■ Assigned task: Could you find every line in the entries below that holds the word "lane" and copy it?

■ Dataset entries:
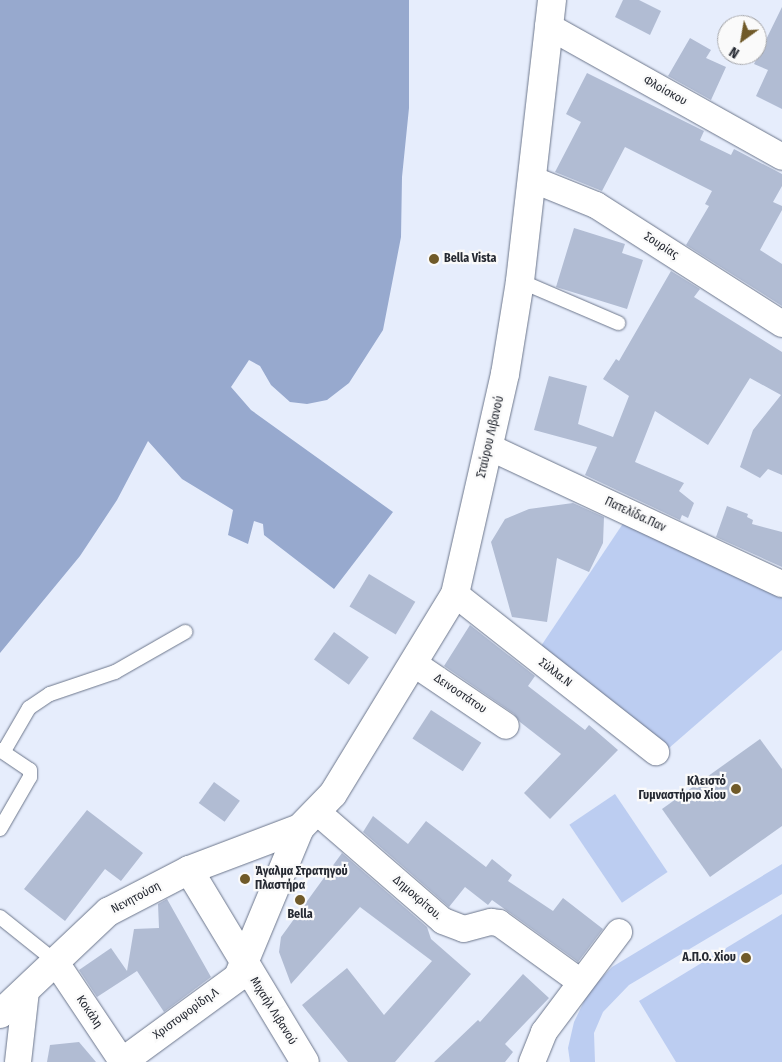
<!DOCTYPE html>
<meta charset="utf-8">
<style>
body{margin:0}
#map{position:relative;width:782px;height:1062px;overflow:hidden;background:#e6edfc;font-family:"Fira Sans Condensed",sans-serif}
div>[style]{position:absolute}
.green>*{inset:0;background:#bccdf1;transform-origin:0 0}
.water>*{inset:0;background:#97a9ce}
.building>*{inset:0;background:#b1bcd3;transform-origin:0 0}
.roads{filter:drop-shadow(0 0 1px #6c768b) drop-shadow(0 0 1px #6c768b)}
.lane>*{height:14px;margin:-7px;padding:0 7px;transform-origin:7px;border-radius:7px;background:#fff}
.street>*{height:26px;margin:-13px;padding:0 13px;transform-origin:13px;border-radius:13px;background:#fff}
.secondary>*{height:28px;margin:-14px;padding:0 14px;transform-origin:14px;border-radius:14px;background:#fff}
.dots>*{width:14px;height:14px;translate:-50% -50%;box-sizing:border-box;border:2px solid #fafafa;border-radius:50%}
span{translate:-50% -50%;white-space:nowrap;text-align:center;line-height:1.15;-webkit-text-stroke:4.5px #fafafa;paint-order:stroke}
.street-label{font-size:12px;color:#252932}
.poi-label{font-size:12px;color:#252932;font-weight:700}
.left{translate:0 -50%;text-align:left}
.right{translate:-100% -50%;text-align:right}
.north{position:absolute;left:717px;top:15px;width:50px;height:50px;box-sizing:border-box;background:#fafafa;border:1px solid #a5a6aa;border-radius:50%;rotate:212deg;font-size:14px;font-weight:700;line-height:20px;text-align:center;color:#252932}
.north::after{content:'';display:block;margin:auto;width:18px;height:22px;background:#705a29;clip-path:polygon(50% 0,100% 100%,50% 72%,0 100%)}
</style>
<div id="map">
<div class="green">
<div style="clip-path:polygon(624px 522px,782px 595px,782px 650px,669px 748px,541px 646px)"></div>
<div style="left:615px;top:794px;width:94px;height:55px;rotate:56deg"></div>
<div style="clip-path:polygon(782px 864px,782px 894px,629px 985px,603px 1012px,594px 1033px,595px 1062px,570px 1062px,568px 1048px,574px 1022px,589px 991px,612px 967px)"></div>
<div style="clip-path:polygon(782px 914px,782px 1062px,676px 1062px,639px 1001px)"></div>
</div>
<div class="water">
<div style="clip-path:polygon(0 0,409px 0,409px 108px,402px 177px,401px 237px,383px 330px,349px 383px,327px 400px,307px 404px,290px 402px,271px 385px,260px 366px,249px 360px,231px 387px,251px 410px,393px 512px,334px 589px,264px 535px,263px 524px,254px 521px,248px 544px,228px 535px,233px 510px,182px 479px,148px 441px,117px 500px,80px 556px,0 653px)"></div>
</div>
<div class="building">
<div style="clip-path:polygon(623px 0,639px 0,661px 11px,650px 35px,615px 17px)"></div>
<div style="clip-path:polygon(782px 7px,782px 109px,756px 96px,768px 70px,754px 64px)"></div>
<div style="clip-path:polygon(690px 38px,711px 50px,706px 58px,726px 67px,711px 100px,668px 76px)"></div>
<div style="clip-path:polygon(587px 73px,704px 131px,700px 140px,731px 155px,734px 149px,782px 174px,782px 186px,773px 202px,782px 206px,782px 210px,760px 250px,782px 264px,782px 306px,686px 245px,709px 206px,705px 204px,712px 191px,625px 147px,602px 191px,555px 172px,581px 122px,566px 114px)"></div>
<div style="clip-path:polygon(574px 228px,625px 244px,622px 253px,643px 260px,627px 309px,556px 287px)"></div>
<div style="clip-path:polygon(671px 271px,700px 289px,694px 297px,782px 352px,782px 475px,768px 469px,760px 478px,740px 467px,753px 430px,781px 395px,750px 378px,708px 445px,655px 411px,635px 462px,684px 483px,679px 491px,694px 503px,688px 518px,682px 515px,680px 520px,585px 475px,597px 447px,534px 430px,549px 376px,587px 386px,578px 424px,613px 437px,629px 396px,603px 379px,616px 359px,619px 361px)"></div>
<div style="clip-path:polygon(573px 503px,604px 517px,603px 543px,589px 572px,557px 558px,547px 622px,512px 617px,491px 542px,505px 519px,529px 509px)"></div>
<div style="clip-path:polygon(727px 506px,748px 514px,747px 517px,753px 520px,752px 524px,782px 532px,782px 567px,716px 537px)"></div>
<div style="left:369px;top:574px;width:54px;height:38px;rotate:31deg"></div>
<div style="clip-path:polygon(470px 625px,535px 676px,528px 686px,585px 730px,589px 725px,618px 750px,550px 819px,524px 793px,561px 754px,520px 722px,514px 714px,444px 666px)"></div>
<div style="left:334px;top:632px;width:43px;height:34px;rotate:36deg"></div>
<div style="left:431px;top:710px;width:60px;height:34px;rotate:33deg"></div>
<div style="clip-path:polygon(760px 739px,782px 769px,782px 826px,710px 877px,662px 809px)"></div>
<div style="left:214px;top:782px;width:32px;height:26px;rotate:36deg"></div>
<div style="clip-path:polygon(87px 810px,143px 853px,121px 881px,105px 869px,65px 921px,24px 889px)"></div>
<div style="clip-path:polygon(373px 816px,408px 844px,426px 821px,486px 867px,492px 859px,512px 875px,508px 881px,553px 911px,563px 898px,603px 929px,578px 962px,492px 900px,488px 905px,465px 887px,449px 907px,363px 832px)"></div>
<div style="clip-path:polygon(342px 853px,427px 927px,431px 939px,471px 974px,395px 1062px,348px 1062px,302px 1005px,347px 968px,384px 1015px,432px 961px,360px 907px,291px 984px,279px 952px,281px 937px)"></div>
<div style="clip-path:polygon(167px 899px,211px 977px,164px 1012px,137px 971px,97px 997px,79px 970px,111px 948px,127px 971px,134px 929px,159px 928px,158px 904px)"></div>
<div style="clip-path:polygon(523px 974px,549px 998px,505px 1044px,513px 1052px,505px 1062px,434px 1062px,478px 1020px,480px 1022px)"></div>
<div style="clip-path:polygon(79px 1042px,96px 1062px,47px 1062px,50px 1045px)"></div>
</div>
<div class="roads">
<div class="lane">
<div style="left:520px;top:281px;width:107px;rotate:23.2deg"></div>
<div style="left:0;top:750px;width:36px;rotate:34deg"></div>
<div style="left:30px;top:770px;width:7px;rotate:90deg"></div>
<div style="left:30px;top:777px;width:60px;rotate:120deg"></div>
<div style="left:4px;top:751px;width:50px;rotate:-59.8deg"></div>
<div style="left:29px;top:708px;width:25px;rotate:-34deg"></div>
<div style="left:50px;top:694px;width:69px;rotate:-18.7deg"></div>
<div style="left:115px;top:672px;width:81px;rotate:-29.7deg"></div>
<div style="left:0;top:917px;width:70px;rotate:38.7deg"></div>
</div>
<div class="street">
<div style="left:548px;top:26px;width:268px;rotate:29.2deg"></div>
<div style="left:534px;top:180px;width:67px;rotate:22deg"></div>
<div style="left:596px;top:205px;width:221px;rotate:32.6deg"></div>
<div style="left:489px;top:447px;width:323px;rotate:25.1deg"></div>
<div style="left:455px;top:594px;width:256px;rotate:38.2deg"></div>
<div style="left:413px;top:663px;width:112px;rotate:34.1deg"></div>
<div style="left:316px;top:811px;width:168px;rotate:40.9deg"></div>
<div style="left:443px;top:921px;width:22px;rotate:21deg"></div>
<div style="left:464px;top:929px;width:28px;rotate:-15deg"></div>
<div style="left:491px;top:922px;width:8px;rotate:7deg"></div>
<div style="left:499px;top:923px;width:99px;rotate:35.9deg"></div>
<div style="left:55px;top:961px;width:120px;rotate:56.2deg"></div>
<div style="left:18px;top:1062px;width:71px;rotate:-83.6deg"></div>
<div style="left:532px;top:1062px;width:32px;rotate:-68deg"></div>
<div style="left:544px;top:1032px;width:125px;rotate:-53.1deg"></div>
</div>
<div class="secondary">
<div style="left:189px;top:870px;width:224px;rotate:58.9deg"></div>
<div style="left:0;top:1014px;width:149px;rotate:-43.4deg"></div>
<div style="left:108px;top:912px;width:91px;rotate:-27.4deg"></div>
<div style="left:189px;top:870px;width:119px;rotate:-20.7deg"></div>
<div style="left:122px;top:1062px;width:144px;rotate:-36.2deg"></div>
<div style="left:238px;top:977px;width:161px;rotate:-67.4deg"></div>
<div style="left:300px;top:828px;width:47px;rotate:-45.9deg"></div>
<div style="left:333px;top:794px;width:234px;rotate:-58.6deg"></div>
<div style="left:455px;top:594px;width:226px;rotate:-77.2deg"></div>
<div style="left:505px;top:374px;width:94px;rotate:-80.8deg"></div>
<div style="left:520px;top:281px;width:283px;rotate:-83.5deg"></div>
</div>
</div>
<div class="dots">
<div style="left:434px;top:259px;background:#705a29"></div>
<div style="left:736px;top:789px;background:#705a29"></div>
<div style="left:245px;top:879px;background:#705a29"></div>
<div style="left:300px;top:900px;background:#705a29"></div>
<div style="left:746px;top:958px;background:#705a29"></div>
</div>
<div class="street-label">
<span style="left:665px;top:91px;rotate:29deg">Φλοίσκου</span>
<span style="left:661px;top:246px;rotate:33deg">Σουρίας</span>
<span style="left:491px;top:437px;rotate:-77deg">Σταύρου Λιβανού</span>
<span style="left:635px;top:515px;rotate:25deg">Πατελίδα.Παν</span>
<span style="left:555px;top:673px;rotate:38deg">Σύλλα.Ν</span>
<span style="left:460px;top:694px;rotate:34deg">Δεινοστάτου</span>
<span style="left:136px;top:898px;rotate:-28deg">Νενητούση</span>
<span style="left:417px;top:898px;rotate:41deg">Δημοκρίτου.</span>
<span style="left:273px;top:1011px;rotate:58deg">Μιχαήλ Λιβανού</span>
<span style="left:89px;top:1012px;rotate:56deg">Κοκάλη</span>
<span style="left:186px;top:1014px;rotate:-36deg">Χριστοφορίδη.Λ</span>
</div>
<div class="poi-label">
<span class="left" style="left:444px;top:259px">Bella Vista</span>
<span class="right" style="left:726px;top:789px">Κλειστό<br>Γυμναστήριο Χίου</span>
<span class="left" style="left:255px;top:879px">Άγαλμα Στρατηγού<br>Πλαστήρα</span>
<span style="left:300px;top:915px">Bella</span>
<span class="right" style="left:736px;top:958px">Α.Π.Ο. Χίου</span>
</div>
<div class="north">N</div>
</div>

■ Response area:
.lane>*{height:14px;margin:-7px;padding:0 7px;transform-origin:7px;border-radius:7px;background:#fff}
<div class="lane">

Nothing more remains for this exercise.